**PROBLEM**:
Work out the number of lines in the listing that include the string "Dump". Reply with that number alone.

**DATASET CONTENT**:
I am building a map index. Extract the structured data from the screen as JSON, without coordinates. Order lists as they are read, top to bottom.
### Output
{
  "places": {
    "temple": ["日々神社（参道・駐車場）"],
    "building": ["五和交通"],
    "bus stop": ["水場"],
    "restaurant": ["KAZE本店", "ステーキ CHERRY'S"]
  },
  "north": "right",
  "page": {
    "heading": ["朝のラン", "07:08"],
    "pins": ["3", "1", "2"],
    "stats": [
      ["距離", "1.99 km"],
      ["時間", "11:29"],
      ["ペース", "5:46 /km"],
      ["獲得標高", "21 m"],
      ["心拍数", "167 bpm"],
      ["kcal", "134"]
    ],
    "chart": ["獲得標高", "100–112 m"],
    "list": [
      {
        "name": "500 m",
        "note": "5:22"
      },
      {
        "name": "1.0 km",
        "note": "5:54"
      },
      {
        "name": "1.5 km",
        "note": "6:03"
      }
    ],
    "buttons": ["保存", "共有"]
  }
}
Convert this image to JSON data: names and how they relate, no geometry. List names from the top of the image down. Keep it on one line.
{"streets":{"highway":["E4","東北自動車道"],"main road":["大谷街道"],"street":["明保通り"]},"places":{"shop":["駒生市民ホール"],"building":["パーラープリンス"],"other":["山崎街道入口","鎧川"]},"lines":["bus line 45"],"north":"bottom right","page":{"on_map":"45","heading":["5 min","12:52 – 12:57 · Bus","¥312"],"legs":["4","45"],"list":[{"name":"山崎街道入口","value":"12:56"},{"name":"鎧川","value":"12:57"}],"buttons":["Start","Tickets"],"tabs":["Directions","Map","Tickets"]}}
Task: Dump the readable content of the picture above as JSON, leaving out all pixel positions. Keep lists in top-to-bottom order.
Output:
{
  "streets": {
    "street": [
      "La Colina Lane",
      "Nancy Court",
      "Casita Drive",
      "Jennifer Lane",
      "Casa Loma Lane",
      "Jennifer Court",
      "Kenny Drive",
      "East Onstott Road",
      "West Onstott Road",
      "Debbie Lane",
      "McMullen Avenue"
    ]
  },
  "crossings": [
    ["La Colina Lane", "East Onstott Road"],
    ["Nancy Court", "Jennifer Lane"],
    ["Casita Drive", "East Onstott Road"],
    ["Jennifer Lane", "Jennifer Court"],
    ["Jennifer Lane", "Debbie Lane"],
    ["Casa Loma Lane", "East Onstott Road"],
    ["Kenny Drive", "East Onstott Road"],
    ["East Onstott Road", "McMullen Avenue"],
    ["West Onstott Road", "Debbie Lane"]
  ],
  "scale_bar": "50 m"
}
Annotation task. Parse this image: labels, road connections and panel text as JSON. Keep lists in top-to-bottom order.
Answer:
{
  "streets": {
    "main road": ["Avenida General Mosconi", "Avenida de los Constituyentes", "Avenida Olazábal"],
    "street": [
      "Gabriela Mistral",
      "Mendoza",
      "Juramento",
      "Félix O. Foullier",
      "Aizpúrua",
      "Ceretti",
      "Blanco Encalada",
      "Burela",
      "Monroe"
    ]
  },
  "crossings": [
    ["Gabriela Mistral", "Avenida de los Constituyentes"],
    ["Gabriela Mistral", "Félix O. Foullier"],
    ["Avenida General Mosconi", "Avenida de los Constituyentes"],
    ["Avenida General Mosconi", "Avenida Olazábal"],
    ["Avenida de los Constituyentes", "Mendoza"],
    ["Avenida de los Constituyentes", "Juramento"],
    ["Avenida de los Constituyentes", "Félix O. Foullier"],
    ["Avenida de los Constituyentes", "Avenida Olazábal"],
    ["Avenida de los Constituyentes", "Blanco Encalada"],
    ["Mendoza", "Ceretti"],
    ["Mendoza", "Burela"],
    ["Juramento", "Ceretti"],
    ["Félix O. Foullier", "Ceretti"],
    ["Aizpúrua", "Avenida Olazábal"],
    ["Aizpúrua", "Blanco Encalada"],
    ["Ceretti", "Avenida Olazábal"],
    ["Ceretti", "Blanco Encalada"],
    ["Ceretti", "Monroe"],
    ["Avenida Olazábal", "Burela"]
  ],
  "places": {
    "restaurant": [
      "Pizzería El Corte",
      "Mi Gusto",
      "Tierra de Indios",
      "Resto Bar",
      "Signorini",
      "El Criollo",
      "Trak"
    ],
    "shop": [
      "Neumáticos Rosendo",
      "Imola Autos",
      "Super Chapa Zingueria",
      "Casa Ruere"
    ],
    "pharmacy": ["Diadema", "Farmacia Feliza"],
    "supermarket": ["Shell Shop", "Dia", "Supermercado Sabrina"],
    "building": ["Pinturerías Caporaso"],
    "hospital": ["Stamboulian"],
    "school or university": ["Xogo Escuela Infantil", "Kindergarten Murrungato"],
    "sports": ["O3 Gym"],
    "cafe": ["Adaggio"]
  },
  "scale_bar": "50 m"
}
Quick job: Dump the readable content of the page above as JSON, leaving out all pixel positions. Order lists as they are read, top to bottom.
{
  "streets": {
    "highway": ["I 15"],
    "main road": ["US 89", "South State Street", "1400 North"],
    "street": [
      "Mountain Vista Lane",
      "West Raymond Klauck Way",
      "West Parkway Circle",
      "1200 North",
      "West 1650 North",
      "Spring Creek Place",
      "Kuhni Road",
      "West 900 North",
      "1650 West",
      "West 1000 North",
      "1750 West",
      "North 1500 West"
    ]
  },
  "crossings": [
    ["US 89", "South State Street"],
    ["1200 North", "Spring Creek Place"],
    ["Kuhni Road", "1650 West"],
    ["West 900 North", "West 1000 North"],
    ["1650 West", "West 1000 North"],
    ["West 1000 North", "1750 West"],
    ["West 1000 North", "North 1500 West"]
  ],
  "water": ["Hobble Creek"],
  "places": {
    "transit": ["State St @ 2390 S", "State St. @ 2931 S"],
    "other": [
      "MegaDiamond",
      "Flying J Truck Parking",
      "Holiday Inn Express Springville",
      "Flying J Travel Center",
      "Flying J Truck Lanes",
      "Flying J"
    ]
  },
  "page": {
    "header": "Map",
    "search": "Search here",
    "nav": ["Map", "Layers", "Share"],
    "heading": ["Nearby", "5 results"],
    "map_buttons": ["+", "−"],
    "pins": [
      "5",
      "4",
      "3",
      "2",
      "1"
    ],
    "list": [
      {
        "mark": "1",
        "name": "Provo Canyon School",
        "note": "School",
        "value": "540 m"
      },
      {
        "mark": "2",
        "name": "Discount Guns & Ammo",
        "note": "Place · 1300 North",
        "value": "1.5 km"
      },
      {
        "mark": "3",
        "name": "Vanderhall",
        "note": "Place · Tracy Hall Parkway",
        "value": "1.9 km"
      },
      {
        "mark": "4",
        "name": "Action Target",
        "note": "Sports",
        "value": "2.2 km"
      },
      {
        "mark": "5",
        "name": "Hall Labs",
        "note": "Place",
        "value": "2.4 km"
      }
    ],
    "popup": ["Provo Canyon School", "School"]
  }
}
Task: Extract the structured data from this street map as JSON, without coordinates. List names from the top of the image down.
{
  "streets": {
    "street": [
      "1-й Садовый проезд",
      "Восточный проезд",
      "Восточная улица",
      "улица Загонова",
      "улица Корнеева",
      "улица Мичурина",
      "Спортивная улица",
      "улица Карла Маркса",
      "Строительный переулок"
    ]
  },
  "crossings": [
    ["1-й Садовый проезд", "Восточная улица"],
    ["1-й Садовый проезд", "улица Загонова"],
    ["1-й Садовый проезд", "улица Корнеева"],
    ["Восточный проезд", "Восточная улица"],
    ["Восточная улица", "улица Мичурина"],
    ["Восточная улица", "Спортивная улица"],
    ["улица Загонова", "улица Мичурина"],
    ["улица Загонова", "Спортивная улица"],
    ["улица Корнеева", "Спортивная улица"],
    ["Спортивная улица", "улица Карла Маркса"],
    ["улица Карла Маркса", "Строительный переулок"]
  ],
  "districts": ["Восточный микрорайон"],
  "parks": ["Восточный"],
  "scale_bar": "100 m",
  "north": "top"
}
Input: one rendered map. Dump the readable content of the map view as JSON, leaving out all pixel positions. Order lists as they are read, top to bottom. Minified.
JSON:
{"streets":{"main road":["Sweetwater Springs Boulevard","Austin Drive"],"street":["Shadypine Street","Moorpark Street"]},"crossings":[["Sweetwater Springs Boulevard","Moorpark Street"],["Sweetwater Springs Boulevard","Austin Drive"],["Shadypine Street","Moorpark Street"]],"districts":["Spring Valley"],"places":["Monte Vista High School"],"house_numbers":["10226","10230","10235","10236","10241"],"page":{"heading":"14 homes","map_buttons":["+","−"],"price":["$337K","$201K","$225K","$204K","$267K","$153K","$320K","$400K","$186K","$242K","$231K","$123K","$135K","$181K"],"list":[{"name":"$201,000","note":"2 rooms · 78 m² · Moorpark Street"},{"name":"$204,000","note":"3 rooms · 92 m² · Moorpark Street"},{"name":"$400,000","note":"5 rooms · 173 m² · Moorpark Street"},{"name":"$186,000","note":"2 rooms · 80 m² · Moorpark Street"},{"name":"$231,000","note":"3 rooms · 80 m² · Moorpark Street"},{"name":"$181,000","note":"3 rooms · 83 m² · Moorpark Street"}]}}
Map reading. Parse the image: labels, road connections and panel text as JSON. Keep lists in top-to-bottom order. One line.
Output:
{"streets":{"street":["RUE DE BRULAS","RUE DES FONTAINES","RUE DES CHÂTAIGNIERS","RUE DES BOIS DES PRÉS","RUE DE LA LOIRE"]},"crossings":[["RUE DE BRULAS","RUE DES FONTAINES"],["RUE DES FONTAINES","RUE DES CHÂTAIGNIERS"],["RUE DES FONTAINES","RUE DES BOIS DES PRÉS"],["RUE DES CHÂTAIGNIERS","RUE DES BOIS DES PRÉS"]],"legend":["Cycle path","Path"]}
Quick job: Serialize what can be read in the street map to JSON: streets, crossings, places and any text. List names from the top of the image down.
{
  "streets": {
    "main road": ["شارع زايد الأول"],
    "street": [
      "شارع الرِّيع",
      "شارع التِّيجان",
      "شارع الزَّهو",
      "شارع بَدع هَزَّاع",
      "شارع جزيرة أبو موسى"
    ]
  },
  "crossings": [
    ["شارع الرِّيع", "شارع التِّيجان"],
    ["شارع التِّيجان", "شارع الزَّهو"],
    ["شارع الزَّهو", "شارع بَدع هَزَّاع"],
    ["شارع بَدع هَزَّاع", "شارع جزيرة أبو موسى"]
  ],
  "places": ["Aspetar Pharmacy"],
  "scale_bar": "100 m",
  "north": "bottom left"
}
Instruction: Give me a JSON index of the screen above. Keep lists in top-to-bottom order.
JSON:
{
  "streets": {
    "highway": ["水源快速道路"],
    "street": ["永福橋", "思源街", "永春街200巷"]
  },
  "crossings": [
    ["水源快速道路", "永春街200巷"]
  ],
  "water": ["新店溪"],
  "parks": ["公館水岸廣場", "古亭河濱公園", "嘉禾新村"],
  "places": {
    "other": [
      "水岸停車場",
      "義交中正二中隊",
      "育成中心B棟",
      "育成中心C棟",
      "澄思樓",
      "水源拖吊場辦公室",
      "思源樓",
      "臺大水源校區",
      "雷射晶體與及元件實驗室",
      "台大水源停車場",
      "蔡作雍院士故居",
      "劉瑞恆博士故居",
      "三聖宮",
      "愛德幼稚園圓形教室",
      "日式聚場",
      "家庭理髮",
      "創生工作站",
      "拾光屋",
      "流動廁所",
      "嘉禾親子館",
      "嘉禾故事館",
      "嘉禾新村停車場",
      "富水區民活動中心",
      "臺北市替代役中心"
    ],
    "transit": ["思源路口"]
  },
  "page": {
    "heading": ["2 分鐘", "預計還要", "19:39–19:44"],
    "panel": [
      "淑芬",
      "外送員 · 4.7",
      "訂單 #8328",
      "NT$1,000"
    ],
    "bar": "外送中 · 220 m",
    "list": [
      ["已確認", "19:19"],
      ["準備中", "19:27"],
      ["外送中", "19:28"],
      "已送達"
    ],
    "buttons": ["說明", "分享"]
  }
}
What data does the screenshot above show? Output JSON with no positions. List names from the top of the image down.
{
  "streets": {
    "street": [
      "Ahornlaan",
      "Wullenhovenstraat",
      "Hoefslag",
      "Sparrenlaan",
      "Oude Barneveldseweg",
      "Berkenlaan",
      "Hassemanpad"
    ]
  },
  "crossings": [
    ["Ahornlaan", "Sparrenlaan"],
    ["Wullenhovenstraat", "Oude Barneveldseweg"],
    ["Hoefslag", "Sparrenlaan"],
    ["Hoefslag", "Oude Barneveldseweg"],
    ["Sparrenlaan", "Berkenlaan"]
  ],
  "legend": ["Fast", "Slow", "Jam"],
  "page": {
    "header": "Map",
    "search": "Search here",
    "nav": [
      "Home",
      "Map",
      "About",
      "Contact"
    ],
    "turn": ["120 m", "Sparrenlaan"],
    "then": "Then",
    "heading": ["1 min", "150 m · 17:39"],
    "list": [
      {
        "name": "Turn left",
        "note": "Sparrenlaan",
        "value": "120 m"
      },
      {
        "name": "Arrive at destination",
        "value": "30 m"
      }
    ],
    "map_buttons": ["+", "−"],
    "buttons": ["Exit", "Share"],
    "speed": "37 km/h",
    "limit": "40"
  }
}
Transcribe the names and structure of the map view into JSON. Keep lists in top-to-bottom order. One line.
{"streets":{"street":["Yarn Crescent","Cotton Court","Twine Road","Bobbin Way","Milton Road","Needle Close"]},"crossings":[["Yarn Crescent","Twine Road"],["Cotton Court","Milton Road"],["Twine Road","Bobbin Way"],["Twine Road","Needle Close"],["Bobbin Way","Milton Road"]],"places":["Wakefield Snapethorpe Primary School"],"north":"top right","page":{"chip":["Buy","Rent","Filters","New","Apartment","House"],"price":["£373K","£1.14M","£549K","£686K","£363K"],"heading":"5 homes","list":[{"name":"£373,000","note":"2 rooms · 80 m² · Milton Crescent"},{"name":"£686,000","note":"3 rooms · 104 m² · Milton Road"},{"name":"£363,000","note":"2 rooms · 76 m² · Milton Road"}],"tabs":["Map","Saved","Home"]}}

**REPLY TO THE EXERCISE**:
3